The French role in spreading torture to Latin America appears modest, in terms of geographic scope and seniority of the officers involved, relative to local and other foreign sources. During the 1960s, the U.S. started spreading the use of torture to its allies in Latin America, specifically torture using electrical generators, with Brazil and Andean cone countries first. The training of Latin American officers, including a number of future tortionists and leaders who ordered torture, was conducted on a large scale via the formal education programs of the School of the Americas. This U.S. pathway leads directly to SOA graduate Leopoldo Galtieri, the Argentine dictator and commanding officer of Luis María Mendía. It is under Galtieri's regime that the use of torture became systematic in Argentina; other countries where SOA graduates were accused of involvement in torture or political murders include Guatemala, El Salvador, Colombia, Panama and Haiti.

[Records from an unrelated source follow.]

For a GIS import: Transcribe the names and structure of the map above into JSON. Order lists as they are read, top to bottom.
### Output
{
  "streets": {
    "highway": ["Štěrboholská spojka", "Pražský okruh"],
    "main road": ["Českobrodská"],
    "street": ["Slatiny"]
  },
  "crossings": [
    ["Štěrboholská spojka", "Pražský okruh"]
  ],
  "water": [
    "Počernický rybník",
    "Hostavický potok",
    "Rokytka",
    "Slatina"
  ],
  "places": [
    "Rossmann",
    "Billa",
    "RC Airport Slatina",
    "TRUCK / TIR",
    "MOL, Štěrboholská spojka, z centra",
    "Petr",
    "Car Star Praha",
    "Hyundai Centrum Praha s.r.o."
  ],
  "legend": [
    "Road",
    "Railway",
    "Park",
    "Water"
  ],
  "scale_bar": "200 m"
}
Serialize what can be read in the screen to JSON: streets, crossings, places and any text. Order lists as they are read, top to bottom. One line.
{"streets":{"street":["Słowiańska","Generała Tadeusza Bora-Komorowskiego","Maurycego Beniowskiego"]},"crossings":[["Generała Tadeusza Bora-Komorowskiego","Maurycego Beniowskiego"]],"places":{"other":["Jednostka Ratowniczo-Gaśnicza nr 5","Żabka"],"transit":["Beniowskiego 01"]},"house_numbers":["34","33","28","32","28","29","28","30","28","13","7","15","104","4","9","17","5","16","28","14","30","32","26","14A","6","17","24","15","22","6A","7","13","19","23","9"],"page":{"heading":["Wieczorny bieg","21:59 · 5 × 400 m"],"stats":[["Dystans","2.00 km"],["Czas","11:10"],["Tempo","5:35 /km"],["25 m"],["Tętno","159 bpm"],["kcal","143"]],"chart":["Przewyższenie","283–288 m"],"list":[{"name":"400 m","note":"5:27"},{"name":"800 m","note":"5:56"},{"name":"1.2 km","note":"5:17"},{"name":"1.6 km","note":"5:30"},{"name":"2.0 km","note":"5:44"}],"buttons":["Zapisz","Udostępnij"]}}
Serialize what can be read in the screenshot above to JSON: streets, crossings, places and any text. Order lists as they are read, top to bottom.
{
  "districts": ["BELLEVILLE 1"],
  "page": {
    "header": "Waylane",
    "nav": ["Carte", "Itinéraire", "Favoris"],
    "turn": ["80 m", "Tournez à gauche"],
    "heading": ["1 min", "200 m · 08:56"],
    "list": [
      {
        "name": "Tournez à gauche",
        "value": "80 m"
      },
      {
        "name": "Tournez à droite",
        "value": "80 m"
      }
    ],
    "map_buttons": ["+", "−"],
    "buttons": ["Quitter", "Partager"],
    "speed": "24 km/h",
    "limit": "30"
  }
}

The French and U.S. pathways have a common root, as the use of electrical generators for torture was invented in America in 1908, spread in Asia during World War II, and passed to both French and U.S. forces during their respective involvement in the First Indochina War and the Vietnam War (or Second Indochina War).
John McGuffin's book "Beating the Terrorists" (Penguin) also alleges that French advisors were seen at Fort Morbut in Aden during the independence war. In that case, regardless of the correctness of this allegation or the mission of these advisors, their role was minute relative to that of the British forces trying to ensure a peaceful transfer of power during Aden Emergency.